* WORK TASK:
Go through the data below and count every line that has the word "function". Return only the count.
START MATERIAL FOR THIS EXERCISE
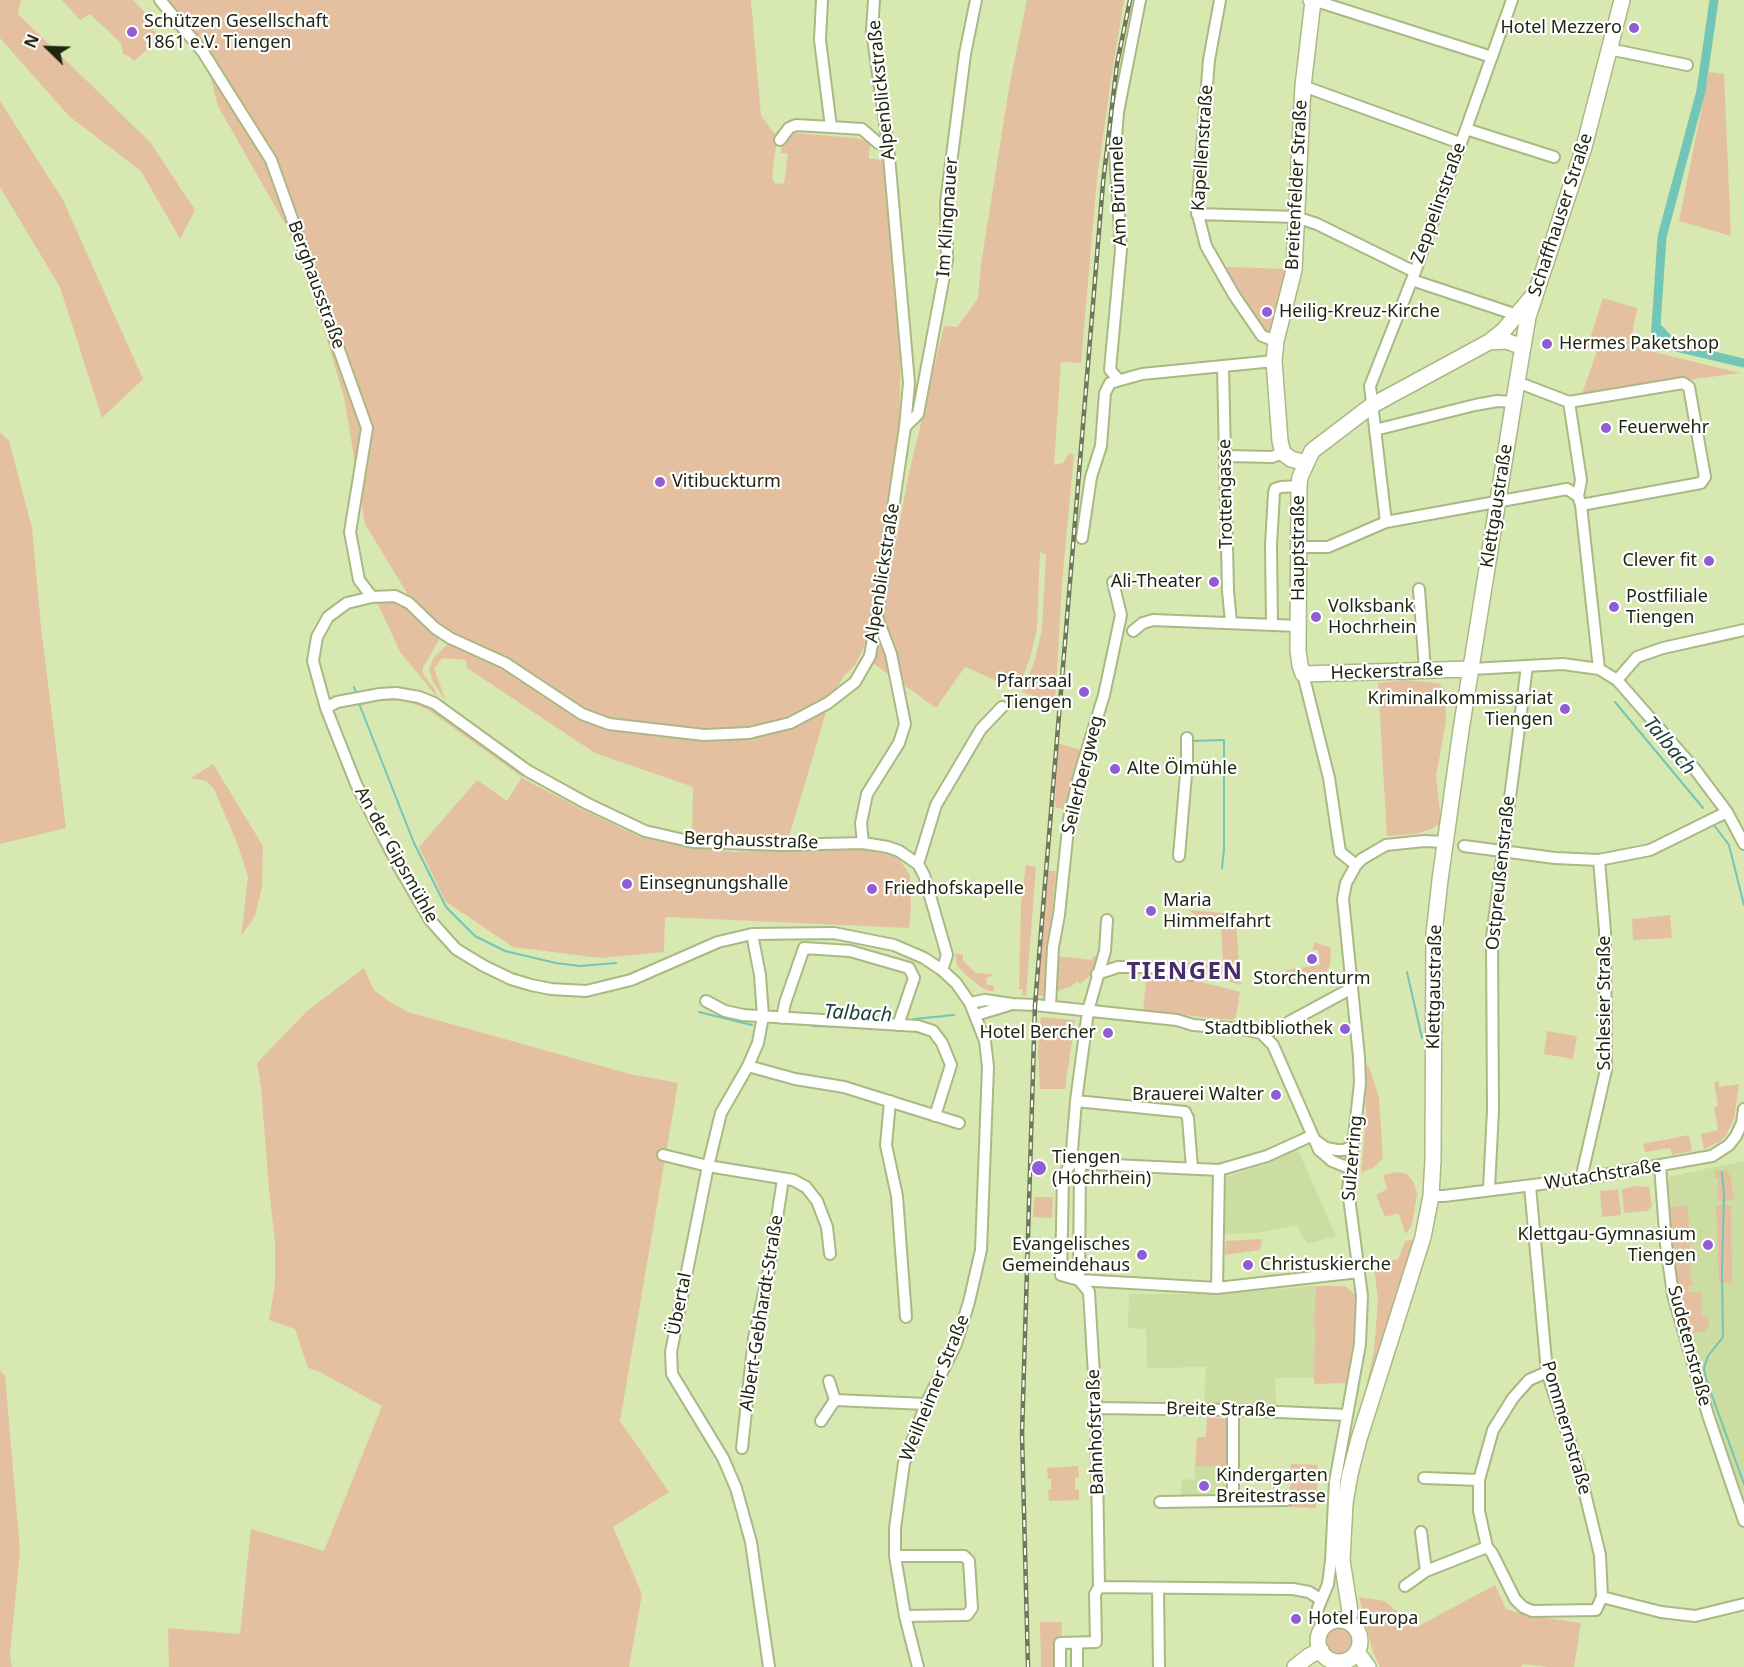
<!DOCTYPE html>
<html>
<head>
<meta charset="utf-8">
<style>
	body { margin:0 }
	#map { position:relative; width:1744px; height:1667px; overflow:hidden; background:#d7e8b1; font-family:"Noto Sans",sans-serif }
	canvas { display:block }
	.north { position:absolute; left:18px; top:18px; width:60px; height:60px; -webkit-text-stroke:4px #fff; paint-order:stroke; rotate:293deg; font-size:16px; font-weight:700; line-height:24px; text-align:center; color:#202610 }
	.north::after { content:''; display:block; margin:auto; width:21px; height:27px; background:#202610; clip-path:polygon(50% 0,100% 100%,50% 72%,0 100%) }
</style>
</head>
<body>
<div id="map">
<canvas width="1744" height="1667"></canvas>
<div class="north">N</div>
</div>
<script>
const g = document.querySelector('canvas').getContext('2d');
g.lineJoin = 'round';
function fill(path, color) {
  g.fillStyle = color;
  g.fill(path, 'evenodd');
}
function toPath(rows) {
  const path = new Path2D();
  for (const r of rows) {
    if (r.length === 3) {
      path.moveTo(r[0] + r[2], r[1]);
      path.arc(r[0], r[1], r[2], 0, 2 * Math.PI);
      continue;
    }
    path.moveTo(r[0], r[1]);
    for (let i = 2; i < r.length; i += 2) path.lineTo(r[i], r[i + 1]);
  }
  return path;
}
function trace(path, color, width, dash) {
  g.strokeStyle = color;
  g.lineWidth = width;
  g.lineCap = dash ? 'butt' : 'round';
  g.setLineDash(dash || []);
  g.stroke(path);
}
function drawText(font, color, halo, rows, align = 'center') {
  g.font = font + ' "Noto Sans",sans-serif';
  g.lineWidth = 4.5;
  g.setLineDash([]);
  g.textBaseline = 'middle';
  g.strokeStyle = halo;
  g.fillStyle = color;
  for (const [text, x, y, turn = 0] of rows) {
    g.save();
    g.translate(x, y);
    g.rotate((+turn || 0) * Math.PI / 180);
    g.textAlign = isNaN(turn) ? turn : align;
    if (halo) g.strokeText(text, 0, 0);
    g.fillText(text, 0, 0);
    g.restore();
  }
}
fill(toPath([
	[1297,1148,1336,1236,1307,1244,1297,1225,1263,1232,1220,1235,1223,1178,1264,1165],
	[1744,1161,1744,1501,1684,1319,1677,1282,1667,1183,1670,1177,1672,1176],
	[1316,1286,1314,1323,1315,1324,1314,1378,1275,1378,1276,1404,1204,1405,1206,1367,1147,1368,1146,1329,1128,1328,1129,1294,1218,1294],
	[1195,1466,1228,1467,1227,1493,1219,1492,1219,1496,1181,1495,1182,1479,1195,1480]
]), '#cbdda0');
fill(toPath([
	[0,0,21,0,18,14,150,142,195,210,180,239,141,171,69,116,0,38],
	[62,0,133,0,155,23,151,27,160,38,134,61,129,56,123,54,121,43,90,14,80,20],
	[158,0,751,0,761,116,777,137,772,177,774,183,784,184,788,154,781,153,782,143,785,139,796,133,856,138,868,141,870,142,869,159,876,159,886,162,901,334,899,436,871,624,863,649,855,665,843,677,829,702,789,837,707,838,692,834,693,787,595,753,467,668,466,660,442,658,434,669,446,701,433,682,429,669,434,657,451,641,443,633,423,667,423,674,435,690,437,697,400,652,377,602,399,603,410,598,365,524,344,397,301,252,218,106,204,52],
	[1027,0,1124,0,1111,79,1097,179,1081,363,1061,362,1054,465,1063,463,1069,453,1074,455,1062,583,1055,705,1022,692,1035,660,1042,629,1046,555,1040,552,1037,629,1030,658,1018,690,965,667,936,708,873,663,909,473,944,326,957,327,978,299,981,264,1010,82],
	[1709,72,1724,74,1731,236,1679,221],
	[0,101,63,200,143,379,102,418,60,287,0,187],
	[1227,267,1290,269,1271,331,1261,331,1227,279],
	[1603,298,1637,308,1630,346,1740,373,1582,394,1597,351,1587,348],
	[0,432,9,441,32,528,41,627,66,828,0,844],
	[1405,680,1439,683,1445,689,1446,721,1436,777,1441,819,1438,825,1431,829,1416,834,1387,836,1378,683],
	[382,697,422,701,525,772,522,778,581,809,640,837,690,847,735,852,793,849,867,849,897,856,910,875,911,909,909,928,665,917,664,952,600,958,513,947,445,901,419,847,477,780,507,801,522,777,427,709,405,701,376,701,361,706,361,700],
	[1057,743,1081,750,1065,810,1055,807],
	[213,764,263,846,262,887,255,916,241,936,248,877,238,845,214,789,206,781,191,778],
	[1026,865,1036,867,1026,996,1022,995,1023,989,1019,989,1021,903],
	[1047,871,1056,871,1044,996,1036,995],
	[1189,910,1235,914,1241,985,1192,972,1187,963,1223,960,1221,928,1209,928,1206,922,1202,922],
	[1670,915,1672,938,1633,940,1632,919],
	[1314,942,1331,948,1330,965,1323,977,1288,981,1286,970,1320,965,1318,950,1312,950,1314,947],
	[955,954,963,954,963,961,976,973,992,974,992,976,987,977,986,984,994,986,993,992,982,988,964,973,957,965],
	[1057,956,1092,960,1093,956,1099,956,1092,974,1080,984,1078,981,1070,987,1054,992],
	[364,968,374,990,387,1000,408,1012,630,1074,678,1083,620,1421,669,1492,613,1527,642,1594,629,1667,169,1667,168,1628,240,1634,251,1529,324,1551,382,1406,318,1371,308,1368,295,1329,269,1320,275,1284,275,1242,269,1189,261,1087,257,1063,307,1011],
	[1147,972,1186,978,1240,992,1236,1017,1232,1020,1143,1011],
	[1041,1017,1075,1020,1065,1089,1040,1089,1038,1050],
	[1547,1031,1577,1036,1573,1059,1544,1054],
	[1364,1064,1369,1066,1379,1098,1383,1158,1374,1167,1361,1173,1366,1115],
	[1719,1081,1719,1087,1739,1084,1734,1119,1726,1135,1721,1141,1704,1149,1701,1134,1718,1130,1714,1107,1718,1106,1714,1082],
	[1689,1135,1692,1151,1672,1155,1670,1148,1645,1152,1643,1144],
	[1727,1170,1731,1178,1734,1200,1717,1201,1719,1178,1715,1178,1715,1171],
	[1397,1172,1407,1174,1414,1183,1417,1194,1412,1225,1406,1234,1398,1213,1385,1217,1376,1195,1387,1189,1383,1175],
	[1637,1186,1649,1187,1652,1206,1647,1211,1624,1213,1622,1189],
	[1618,1189,1621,1215,1602,1217,1600,1191],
	[1034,1197,1053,1197,1052,1218,1033,1217],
	[1728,1204,1728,1206,1731,1206,1732,1283,1719,1283,1716,1205],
	[1684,1205,1684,1207,1688,1206,1691,1282,1693,1282,1693,1285,1688,1285,1689,1292,1701,1292,1702,1316,1708,1316,1709,1325,1705,1331,1692,1333,1688,1332,1684,1319,1677,1282,1669,1208],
	[1262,1239,1260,1250,1225,1255,1226,1241],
	[1417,1239,1362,1406,1374,1350,1378,1299,1373,1259,1398,1260,1405,1241],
	[1316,1286,1345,1286,1357,1296,1357,1329,1350,1383,1314,1384,1315,1324,1314,1324],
	[0,1371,5,1376,20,1551,10,1654,12,1667,0,1667],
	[1207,1417,1228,1419,1228,1467,1195,1466,1197,1437,1206,1437],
	[1291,1464,1318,1465,1316,1508,1289,1507],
	[1078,1466,1079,1477,1075,1478,1075,1489,1079,1490,1079,1500,1049,1501,1048,1490,1051,1489,1051,1479,1048,1479,1047,1468],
	[1495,1585,1506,1609,1526,1615,1581,1623,1574,1667,1549,1667,1523,1664,1521,1667,1380,1667,1373,1652,1359,1597,1385,1601,1415,1628],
	[1040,1622,1062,1622,1060,1667,1041,1667],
	[1339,1642,14]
]), '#e5c0a0');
trace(toPath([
	[354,687,357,696],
	[358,701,414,843,446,907,475,936,505,951,556,963,580,966,616,963],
	[1615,702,1703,808],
	[1191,741,1224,740,1224,849,1222,868],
	[1714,825,1729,845,1744,905],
	[1407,972,1422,1038],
	[699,1012,752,1025],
	[914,1019,954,1015],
	[812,1026,852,1027],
	[1722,1172,1724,1194,1722,1271,1723,1337,1708,1356,1704,1368,1706,1379,1744,1484]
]), '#72c5b7', 2);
trace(toPath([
	[1714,0,1701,91,1662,237,1656,326,1676,347,1744,363],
	[1656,326,1655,341,1676,347]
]), '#72c5b7', 9);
const street = toPath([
	[160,0,203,52,271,160,367,428,350,532,359,580,372,597],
	[822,0,820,40,831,127],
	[874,0,872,31,888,145,909,383,905,427,877,616,870,656,855,682,828,703,790,723,749,733,704,735,609,724,582,714,505,663,450,638,435,628,409,603,395,596,372,597,347,603,328,617,317,637,313,661,326,708,356,784,399,867,430,920,456,949,484,966,511,979,531,985,551,989,586,991,631,980,718,942,752,934,834,933,894,945,924,958,942,970,956,983,970,1003,985,1041,988,1067,981,1250,969,1302,956,1344,926,1404,904,1463,895,1528,895,1556,905,1616,918,1667],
	[1220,0,1209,60,1197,211,1206,246,1234,295,1262,336,1276,341],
	[1313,0,1492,57],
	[1609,49,1687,65],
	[1303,86,1460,143],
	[1466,129,1554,157],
	[780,140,789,128,796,125,831,127,862,129,878,143,888,145],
	[1197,214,1296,217,1317,224,1415,272],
	[1412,280,1517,315],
	[1223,366,1228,591,1231,622],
	[1119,380,1110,370,1121,250,1115,152,1118,112,1140,0],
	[1517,382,1569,402,1683,383,1689,387,1705,477,1701,483,1581,505],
	[1569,402,1581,480,1578,496,1581,505,1599,669],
	[905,427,918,414,947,260,946,203,965,54,976,0],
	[1375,430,1475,405,1497,401,1514,402],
	[1226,456,1272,457,1283,453],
	[1386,522,1370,386,1415,272,1512,0],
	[1082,538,1091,477,1101,446,1105,393,1110,383,1142,374,1274,361],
	[1300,547,1328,547,1386,522,1567,489,1578,496],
	[1419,589,1425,670],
	[1272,624,1271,545,1274,493,1275,489,1281,487,1299,486],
	[1133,631,1143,623,1153,620,1298,626],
	[1471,669,1563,664,1599,669,1617,680,1694,768,1727,812,1744,844],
	[1303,674,1329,778,1340,852,1356,865],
	[1617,680,1637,657,1663,648,1744,630],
	[326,708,337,702,380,694,396,693,419,697,434,703,528,771,586,803,645,831,693,842,782,845,863,843,888,847,899,851,918,864,924,875,947,955,942,970],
	[863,843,861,823,867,794,899,743,905,724,891,654,877,617],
	[1464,846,1555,858,1599,860,1650,850,1727,812],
	[1179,856,1187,763,1187,738],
	[918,864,936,805,981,729,1002,707],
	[752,934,760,975,763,1016,758,1043,748,1066,721,1113,708,1166,671,1352,672,1374,723,1458,736,1488,751,1542,769,1667],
	[1097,974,1118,967,1151,967,1191,975],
	[706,1001,725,1011,743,1015,918,1026,933,1031,942,1043,951,1065,935,1116],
	[970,1003,985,1000,1012,1004,1035,1005,1177,1020,1193,1025,1243,1029,1261,1033,1273,1045,1319,1150,1332,1161,1349,1168],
	[1050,1006,1053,947,1059,915,1069,819,1080,773,1104,695,1121,615,1113,582],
	[976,1015,1009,1005],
	[782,1018,785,1003,804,948,850,951,909,968,914,978,898,1025],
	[1289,1022,1352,988],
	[1261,1033,1275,1029],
	[748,1066,795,1079,844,1087,959,1123],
	[890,1101,886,1145,897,1196,906,1317],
	[1076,1101,1185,1112,1188,1118,1192,1168],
	[1315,1140,1326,1148,1337,1150,1344,1150,1353,1146],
	[663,1155,708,1166,793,1180,806,1187,817,1201,827,1227,830,1254],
	[1071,1163,1219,1170,1267,1156,1311,1136],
	[1660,1166,1666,1244,1673,1295,1708,1415,1744,1521],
	[1581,1179,1606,1070,1605,931,1599,860],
	[1530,1186,1547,1372,1579,1469,1600,1555,1602,1597,1596,1610,1532,1611,1523,1607,1515,1599,1492,1553,1487,1547,1479,1511,1479,1480,1493,1430,1513,1398,1529,1380,1547,1372],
	[1489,1189,1493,1110,1492,937,1527,666],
	[1431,1196,1444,1196,1581,1179,1712,1156,1729,1145,1736,1136,1742,1123,1744,1109],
	[1079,1280,1217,1288,1359,1272],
	[1079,1280,1080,1164],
	[1217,1288,1219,1170],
	[829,1381,835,1400,926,1404],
	[1096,1408,1233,1410,1347,1415],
	[821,1421,835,1400],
	[742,1448,754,1338,769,1270,783,1179],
	[1424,1478,1479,1480],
	[1233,1501,1233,1410],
	[1160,1502,1287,1500],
	[1421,1532,1426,1571,1487,1547],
	[895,1556,964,1556,969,1561,972,1608,967,1615,905,1616],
	[1405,1586,1426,1571],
	[1099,1587,1293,1589,1309,1592,1320,1599],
	[1158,1589,1159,1667],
	[1602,1597,1661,1612,1695,1616,1744,1604],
	[1324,1627,1317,1615,1318,1608,1328,1584,1331,1561,1335,1482,1360,1344,1362,1296,1348,1190,1360,1083,1359,1057,1343,899,1346,883,1356,865,1362,859,1386,845,1424,841,1445,842],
	[1060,1667,1060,1643,1096,1642,1095,1594,1099,1587,1096,1408,1089,1292,1079,1280,1061,1275,1063,1177,1071,1163,1076,1101,1088,1011,1105,951,1107,920],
	[1077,1667,1077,1643],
	[1334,1667,1335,1661]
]);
const secondary = toPath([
	[1489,342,1504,330,1531,298],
	[1306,463,1291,459,1283,453,1280,441,1274,361,1276,341,1294,270,1303,86,1313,1,1311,0],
	[1471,669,1303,674,1300,665,1298,651,1299,486,1300,477,1312,451,1371,406,1489,342,1506,341,1523,347],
	[1339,1641,21],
	[1348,1622,1350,1612,1342,1560,1345,1503,1350,1474,1359,1439,1423,1237,1431,1196,1433,1159,1434,934,1440,880,1461,730,1517,382,1528,317,1584,147,1622,0],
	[1357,1652,1368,1667],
	[1295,1667,1309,1656,1321,1650]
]);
trace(street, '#a9b984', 14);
trace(secondary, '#a9b984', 18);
trace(street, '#fff', 10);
trace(secondary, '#fff', 15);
const rail = toPath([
	[1028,1667,1022,1434,1035,1005,1103,183,1117,64,1130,0]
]);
trace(rail, '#6e7955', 4.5);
trace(rail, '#fff', 2, [7]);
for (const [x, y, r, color] of [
	[1634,28,6,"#925cd5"],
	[132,32,6,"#925cd5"],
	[1267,312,6,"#925cd5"],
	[1547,344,6,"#925cd5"],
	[1606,428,6,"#925cd5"],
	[660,482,6,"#925cd5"],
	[1709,561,6,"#925cd5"],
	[1214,582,6,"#925cd5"],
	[1614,607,6,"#925cd5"],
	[1316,617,6,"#925cd5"],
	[1084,692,6,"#925cd5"],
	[1565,709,6,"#925cd5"],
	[1115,769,6,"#925cd5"],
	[627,884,6,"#925cd5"],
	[872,889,6,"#925cd5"],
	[1151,911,6,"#925cd5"],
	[1312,959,6,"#925cd5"],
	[1345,1029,6,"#925cd5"],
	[1108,1033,6,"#925cd5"],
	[1276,1095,6,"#925cd5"],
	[1039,1168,8,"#925cd5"],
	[1708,1245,6,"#925cd5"],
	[1142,1255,6,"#925cd5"],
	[1248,1265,6,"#925cd5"],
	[1204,1486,6,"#925cd5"],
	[1296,1619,6,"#925cd5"]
]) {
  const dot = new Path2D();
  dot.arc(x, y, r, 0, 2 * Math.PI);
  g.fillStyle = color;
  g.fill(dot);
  trace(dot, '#fff', 2);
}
drawText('18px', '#202610', '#fff', [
	["Schützen Gesellschaft",144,22],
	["1861 e.V. Tiengen",144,43],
	["Hotel Mezzero",1622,28,"right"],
	["Heilig-Kreuz-Kirche",1279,312],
	["Hermes Paketshop",1559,344],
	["Feuerwehr",1618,428],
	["Vitibuckturm",672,482],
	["Clever fit",1697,561,"right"],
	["Ali-Theater",1202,582,"right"],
	["Postfiliale",1626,597],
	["Tiengen",1626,618],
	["Volksbank",1328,607],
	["Hochrhein",1328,628],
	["Pfarrsaal",1072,682,"right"],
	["Tiengen",1072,703,"right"],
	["Kriminalkommissariat",1553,699,"right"],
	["Tiengen",1553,720,"right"],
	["Alte Ölmühle",1127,769],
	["Einsegnungshalle",639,884],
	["Friedhofskapelle",884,889],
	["Maria",1163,901],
	["Himmelfahrt",1163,922],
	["Storchenturm",1312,979,"center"],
	["Stadtbibliothek",1333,1029,"right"],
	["Hotel Bercher",1096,1033,"right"],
	["Brauerei Walter",1264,1095,"right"],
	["Tiengen",1052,1158],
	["(Hochrhein)",1052,1179],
	["Klettgau-Gymnasium",1696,1235,"right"],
	["Tiengen",1696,1256,"right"],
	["Evangelisches",1130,1245,"right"],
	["Gemeindehaus",1130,1266,"right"],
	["Christuskierche",1260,1265],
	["Kindergarten",1216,1476],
	["Breitestrasse",1216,1497],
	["Hotel Europa",1308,1619]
], 'left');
drawText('18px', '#202610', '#fff', [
	["Alpenblickstraße",882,90,-96],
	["Kapellenstraße",1203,148,-86],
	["Breitenfelder Straße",1297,185,-87],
	["Am Brünnele",1119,191,-92],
	["Zeppelinstraße",1439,203,-70],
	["Schaffhauser Straße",1561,215,-72],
	["Im Klingnauer",948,217,-86],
	["Berghausstraße",316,285,70],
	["Trottengasse",1226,494,-91],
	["Klettgaustraße",1497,506,-81],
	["Hauptstraße",1299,548,-90],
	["Alpenblickstraße",883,573,-81],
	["Heckerstraße",1387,672,-2],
	["Seilerbergweg",1083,775,-76],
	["Berghausstraße",751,841,2],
	["An der Gipsmühle",396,855,61],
	["Ostpreußenstraße",1501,873,-84],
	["Klettgaustraße",1435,987,-89],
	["Schlesier Straße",1605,1003,-90],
	["Sulzerring",1353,1158,-85],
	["Wutachstraße",1603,1175,-9],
	["Übertal",680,1304,-79],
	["Albert-Gebhardt-Straße",762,1313,-81],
	["Sudetenstraße",1689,1346,75],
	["Weilheimer Straße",935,1388,-68],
	["Breite Straße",1221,1410,1],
	["Pommernstraße",1566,1428,74],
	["Bahnhofstraße",1096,1432,-92]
]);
drawText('italic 20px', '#183f39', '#fff', [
	["Talbach",1669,746,50],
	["Talbach",858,1014,3]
]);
g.letterSpacing = '1.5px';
drawText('bold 24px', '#482e69', '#fff', [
	["TIENGEN",1185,972]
]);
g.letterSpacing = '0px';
</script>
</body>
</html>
END MATERIAL FOR THIS EXERCISE
* SOLVED EXERCISE:
4